Chapitre 4

Le verbe et son sujet

Les chiffres romains

1. Le verbe et son sujet

En français, un verbe est presque toujours accompagné de son sujet, qu'il s'agisse d'un nom ou d'un pronom personnel. En latin, le pronom personnel sujet n'est pas obligatoire (il ne sert qu'à insister). C'est la forme verbale elle-même qui indique la personne à laquelle il est conjugué.

Nous allons apprendre à conjuguer le verbe "être" en latin au présent de l'indicatif. En voici les formes :

sum : je suis

es : tu es

est : il (elle) est

sumus : nous sommes

estis : vous êtes

sunt : ils (elles) sont

Si nous comparons les formes latines et les formes françaises, nous constatons combien elles sont proches les unes des autres : le verbe "être" français est issu presque sans changement du verbe "sum" en latin (en latin, on ne nomme pas un verbe par son infinitif, comme en français, mais par la forme de première personne du singulier, au présent de l'indicatif).
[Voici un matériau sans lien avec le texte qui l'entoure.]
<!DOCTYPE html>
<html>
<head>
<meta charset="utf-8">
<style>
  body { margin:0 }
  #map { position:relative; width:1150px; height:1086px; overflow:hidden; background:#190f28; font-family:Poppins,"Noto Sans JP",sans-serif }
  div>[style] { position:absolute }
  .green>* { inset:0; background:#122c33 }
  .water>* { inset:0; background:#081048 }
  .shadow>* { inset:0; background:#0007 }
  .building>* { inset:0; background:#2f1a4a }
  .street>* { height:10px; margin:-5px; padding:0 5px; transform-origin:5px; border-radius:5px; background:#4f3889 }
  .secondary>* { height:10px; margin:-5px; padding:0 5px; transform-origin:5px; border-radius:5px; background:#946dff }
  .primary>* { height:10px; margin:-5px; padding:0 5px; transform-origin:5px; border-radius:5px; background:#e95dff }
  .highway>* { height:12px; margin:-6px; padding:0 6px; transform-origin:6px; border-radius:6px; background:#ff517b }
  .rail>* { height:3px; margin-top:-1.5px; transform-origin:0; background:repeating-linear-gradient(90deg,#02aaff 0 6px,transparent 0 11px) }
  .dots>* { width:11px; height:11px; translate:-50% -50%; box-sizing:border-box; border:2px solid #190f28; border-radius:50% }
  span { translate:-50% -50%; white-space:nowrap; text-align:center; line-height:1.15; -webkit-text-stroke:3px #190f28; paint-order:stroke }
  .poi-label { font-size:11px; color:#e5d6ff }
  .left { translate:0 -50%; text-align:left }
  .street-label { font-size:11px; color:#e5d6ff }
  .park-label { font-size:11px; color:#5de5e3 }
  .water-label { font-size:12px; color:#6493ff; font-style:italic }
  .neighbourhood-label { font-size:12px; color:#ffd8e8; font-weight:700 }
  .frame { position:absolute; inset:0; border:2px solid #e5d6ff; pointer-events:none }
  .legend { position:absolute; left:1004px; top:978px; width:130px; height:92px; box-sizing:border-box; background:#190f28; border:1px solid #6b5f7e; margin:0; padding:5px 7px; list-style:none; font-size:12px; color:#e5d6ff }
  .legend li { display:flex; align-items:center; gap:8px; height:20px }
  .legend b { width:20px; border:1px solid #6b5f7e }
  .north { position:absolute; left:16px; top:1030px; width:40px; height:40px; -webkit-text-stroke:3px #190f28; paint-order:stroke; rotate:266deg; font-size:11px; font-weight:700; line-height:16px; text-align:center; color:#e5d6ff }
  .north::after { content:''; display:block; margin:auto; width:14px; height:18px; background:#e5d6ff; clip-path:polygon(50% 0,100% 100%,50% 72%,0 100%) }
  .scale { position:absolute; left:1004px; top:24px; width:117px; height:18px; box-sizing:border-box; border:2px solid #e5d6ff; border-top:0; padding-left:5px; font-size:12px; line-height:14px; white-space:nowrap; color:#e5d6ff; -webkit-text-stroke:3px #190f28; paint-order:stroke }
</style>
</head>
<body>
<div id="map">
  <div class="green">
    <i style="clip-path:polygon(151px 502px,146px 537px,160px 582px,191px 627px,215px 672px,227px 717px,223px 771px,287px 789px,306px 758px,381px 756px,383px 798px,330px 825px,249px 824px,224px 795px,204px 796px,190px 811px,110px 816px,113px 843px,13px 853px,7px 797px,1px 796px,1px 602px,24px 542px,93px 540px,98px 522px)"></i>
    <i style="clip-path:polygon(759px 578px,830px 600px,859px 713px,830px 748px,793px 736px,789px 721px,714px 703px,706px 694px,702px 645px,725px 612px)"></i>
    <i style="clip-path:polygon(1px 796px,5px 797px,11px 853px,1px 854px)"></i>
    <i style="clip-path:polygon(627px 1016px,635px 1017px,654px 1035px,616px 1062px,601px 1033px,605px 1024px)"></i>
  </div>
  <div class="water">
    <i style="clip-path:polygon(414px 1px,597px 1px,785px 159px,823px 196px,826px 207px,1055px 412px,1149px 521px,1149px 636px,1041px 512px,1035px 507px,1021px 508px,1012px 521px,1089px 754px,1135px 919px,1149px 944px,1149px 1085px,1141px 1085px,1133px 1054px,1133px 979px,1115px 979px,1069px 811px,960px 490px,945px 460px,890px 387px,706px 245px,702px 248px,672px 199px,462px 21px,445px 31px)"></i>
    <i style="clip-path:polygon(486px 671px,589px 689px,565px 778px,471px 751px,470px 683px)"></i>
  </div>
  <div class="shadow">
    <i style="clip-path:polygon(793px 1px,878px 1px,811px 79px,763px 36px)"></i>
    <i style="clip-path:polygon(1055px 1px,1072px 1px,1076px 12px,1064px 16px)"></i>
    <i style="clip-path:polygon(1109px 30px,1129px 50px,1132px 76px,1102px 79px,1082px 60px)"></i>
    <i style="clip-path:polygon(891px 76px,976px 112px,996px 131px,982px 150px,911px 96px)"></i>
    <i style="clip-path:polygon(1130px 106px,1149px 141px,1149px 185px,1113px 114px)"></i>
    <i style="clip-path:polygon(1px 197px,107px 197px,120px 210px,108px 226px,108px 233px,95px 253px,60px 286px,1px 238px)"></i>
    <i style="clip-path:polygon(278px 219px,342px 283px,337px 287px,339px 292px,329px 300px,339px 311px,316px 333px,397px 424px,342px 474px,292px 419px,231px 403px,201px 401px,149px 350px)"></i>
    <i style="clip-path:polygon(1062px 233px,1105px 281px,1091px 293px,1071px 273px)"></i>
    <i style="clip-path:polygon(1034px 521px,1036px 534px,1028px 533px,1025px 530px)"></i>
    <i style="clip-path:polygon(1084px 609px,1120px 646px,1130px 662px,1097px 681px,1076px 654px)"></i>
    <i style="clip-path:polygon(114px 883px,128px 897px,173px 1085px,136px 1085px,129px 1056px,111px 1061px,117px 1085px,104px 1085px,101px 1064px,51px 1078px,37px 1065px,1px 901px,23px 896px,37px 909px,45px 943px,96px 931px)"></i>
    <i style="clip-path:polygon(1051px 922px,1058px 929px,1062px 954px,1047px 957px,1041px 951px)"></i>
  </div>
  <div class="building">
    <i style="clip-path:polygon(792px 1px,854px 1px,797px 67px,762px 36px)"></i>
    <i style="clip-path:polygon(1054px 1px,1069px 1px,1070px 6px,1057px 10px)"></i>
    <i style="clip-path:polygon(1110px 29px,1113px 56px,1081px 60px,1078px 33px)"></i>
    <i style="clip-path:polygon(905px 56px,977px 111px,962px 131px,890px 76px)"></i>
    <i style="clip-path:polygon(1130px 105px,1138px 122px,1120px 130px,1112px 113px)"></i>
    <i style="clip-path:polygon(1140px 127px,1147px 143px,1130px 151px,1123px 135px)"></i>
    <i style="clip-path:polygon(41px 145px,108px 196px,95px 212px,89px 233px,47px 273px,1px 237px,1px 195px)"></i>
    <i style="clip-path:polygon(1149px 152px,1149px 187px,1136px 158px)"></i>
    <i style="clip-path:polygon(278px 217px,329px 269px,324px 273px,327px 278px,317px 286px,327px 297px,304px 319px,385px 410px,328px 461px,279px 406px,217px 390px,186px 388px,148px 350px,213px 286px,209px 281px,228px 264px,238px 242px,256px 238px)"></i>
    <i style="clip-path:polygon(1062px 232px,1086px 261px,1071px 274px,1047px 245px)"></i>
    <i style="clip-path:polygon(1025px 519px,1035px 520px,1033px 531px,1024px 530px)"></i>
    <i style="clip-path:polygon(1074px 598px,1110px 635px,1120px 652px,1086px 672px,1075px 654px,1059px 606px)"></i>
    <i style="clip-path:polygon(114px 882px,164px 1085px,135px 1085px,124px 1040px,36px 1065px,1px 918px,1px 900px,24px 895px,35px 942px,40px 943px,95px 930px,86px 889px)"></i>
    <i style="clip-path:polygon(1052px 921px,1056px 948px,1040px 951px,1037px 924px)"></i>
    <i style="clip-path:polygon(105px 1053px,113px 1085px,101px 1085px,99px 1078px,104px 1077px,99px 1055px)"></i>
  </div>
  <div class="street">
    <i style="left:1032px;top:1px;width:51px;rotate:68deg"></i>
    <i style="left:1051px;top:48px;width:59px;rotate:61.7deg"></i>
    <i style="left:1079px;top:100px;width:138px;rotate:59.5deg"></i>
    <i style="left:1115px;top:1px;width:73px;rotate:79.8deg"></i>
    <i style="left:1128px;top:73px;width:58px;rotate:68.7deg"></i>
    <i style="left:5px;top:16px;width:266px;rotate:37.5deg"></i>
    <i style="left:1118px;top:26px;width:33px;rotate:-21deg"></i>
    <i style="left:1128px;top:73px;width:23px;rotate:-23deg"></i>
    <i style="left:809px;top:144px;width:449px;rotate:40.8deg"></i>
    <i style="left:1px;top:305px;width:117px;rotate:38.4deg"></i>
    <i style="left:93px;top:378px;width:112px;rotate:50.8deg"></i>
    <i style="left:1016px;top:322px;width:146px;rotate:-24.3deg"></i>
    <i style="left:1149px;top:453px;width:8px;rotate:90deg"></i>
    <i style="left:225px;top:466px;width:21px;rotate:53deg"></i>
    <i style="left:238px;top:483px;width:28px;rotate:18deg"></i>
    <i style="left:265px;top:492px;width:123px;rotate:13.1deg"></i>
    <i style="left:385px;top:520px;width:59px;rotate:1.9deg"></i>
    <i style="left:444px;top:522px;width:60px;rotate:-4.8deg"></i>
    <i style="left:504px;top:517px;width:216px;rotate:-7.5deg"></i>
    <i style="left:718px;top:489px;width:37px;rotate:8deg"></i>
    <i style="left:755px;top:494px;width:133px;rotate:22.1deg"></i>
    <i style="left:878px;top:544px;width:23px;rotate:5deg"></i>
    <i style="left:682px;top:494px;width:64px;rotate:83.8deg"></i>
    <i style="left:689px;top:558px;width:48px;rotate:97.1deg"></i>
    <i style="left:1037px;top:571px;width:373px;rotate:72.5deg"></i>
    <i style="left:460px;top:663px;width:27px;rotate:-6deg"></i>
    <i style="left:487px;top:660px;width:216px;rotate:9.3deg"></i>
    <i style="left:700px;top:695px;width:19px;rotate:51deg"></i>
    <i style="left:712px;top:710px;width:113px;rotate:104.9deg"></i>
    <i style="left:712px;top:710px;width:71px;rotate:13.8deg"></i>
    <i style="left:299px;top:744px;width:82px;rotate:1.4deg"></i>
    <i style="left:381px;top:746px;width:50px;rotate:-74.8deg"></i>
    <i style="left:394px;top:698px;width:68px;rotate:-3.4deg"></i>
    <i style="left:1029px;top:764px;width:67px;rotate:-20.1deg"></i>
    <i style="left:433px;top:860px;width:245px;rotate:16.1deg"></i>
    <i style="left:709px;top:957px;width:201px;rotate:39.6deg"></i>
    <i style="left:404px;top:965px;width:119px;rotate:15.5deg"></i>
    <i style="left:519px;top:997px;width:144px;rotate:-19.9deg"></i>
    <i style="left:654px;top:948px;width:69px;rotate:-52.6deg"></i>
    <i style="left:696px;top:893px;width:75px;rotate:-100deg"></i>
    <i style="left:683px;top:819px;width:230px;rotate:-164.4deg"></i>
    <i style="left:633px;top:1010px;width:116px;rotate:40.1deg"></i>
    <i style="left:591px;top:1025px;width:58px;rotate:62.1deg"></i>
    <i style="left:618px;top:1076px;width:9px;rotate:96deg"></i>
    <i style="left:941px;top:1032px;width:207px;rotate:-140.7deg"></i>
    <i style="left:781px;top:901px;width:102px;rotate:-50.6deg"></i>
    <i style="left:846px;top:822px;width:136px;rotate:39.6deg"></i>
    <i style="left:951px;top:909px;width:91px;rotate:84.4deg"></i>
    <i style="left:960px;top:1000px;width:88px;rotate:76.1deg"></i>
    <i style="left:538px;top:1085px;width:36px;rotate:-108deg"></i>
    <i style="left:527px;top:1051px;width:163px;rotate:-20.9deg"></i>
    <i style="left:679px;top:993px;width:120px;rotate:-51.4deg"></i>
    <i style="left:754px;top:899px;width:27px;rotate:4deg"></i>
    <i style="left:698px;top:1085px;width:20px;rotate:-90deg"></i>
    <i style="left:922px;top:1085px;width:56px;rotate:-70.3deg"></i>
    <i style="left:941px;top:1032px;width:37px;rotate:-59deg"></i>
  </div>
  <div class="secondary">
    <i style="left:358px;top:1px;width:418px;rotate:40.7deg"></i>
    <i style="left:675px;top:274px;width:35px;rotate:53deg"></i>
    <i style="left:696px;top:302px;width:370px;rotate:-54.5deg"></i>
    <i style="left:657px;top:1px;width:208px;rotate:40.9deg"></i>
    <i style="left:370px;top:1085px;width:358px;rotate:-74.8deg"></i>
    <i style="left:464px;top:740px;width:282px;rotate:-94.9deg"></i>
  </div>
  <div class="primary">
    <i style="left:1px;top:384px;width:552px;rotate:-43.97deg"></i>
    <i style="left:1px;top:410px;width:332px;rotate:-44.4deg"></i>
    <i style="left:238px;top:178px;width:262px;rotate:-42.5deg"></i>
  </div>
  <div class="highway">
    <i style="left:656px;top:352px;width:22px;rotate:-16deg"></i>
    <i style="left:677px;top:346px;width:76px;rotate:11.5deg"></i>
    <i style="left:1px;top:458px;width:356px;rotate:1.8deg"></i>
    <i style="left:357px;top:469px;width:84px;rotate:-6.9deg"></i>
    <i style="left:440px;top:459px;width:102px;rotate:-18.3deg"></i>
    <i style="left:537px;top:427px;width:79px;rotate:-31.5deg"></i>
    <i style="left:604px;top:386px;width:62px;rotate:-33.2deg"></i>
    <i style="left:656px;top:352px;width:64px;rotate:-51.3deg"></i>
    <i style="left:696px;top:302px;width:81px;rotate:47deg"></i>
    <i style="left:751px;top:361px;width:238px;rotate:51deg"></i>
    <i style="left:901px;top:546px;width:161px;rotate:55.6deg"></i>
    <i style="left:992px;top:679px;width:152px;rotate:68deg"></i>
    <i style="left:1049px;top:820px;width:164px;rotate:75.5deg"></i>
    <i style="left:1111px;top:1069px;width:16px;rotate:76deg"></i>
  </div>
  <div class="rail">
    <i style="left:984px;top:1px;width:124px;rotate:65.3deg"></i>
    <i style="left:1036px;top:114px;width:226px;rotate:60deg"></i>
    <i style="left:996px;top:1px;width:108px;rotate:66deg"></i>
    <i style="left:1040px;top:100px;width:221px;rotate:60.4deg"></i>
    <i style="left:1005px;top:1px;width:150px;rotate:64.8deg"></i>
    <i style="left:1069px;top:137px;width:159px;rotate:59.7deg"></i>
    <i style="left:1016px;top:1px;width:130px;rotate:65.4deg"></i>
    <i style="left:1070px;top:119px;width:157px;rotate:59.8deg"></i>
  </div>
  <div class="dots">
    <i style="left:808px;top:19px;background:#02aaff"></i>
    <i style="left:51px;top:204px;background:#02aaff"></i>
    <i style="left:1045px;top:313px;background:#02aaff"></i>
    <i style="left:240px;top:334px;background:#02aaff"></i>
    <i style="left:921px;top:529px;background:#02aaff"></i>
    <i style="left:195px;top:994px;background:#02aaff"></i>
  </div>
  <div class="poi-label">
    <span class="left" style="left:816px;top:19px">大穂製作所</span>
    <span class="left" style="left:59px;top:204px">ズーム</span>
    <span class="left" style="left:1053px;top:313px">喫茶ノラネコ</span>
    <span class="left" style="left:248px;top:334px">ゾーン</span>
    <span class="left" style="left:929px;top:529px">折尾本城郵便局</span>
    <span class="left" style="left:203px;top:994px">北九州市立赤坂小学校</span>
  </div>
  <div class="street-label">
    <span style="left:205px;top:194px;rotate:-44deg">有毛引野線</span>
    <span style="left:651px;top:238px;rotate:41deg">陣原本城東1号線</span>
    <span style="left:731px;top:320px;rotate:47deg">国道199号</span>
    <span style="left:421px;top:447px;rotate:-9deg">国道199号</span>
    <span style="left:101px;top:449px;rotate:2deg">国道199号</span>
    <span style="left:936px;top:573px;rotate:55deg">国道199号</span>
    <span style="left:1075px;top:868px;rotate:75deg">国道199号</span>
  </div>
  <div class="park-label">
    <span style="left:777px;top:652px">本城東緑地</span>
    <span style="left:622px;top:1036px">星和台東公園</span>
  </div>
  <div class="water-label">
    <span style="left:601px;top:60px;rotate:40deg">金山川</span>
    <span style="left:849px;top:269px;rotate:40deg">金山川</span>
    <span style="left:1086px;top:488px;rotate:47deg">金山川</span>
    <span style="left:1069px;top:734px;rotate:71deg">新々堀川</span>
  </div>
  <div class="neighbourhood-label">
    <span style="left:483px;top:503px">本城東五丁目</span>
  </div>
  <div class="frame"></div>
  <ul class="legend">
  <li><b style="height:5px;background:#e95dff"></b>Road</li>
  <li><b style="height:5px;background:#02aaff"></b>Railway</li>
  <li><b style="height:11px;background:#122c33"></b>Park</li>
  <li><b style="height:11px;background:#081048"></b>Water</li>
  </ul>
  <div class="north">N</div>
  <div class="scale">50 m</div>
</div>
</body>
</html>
Voici, maintenant, d'autres formes de troisième personne du singulier et du pluriel de l'indicatif présent :

amat : il (elle) aime ; amant : ils (elles) aiment

videt : il (elle) voit ; vident : ils (elles) voient

dicit : il (elle) dit ; dicunt : ils (elles) disent

capit : il (elle) prend ; capiunt : ils (elles) prennent

audit : il (elle) entend ; audiunt : ils (elles) entendent

Nous pouvons constater que, quel que soit le verbe, la terminaison (ou désinence) de troisième personne du singulier sera toujours t et celle de troisième personne du pluriel nt. La voyelle qui précède la désinence, elle, peut changer d'un verbe à l'autre.

Exercice

Le verbe sum a des composés (ce qui n'est pas le cas du verbe "être" en français). En voici deux : absum (je suis absent) ; adsum (je suis présent). Conjuguez ces deux verbes à l'indicatif présent.

2. Les chiffres romains

Les Romains n'utilisaient pas, pour compter, les chiffres que nous connaissons (nommés chiffres arabes, parce qu'ils nous ont été transmis par les pays de langue arabe), mais ils se servaient de lettres.

La lettre I représentait le chiffre 1 ; la lettre V représentait le chiffre 5 ; la lettre X représentait le nombre 10 ; la lettre L représentait le nombre 50 ; la lettre C représentait le nombre 100 ; la lettre D représentait le nombre 500 et enfin la lettre M représentait le nombre 1000.

Pour représenter les autres chiffres et nombres, les Romains utilisaient le système suivant :

Jusqu'à trois unités, ils plaçaient des lettres à droite de la lettre initiale ; cet emplacement indiquait une addition à la lettre initiale.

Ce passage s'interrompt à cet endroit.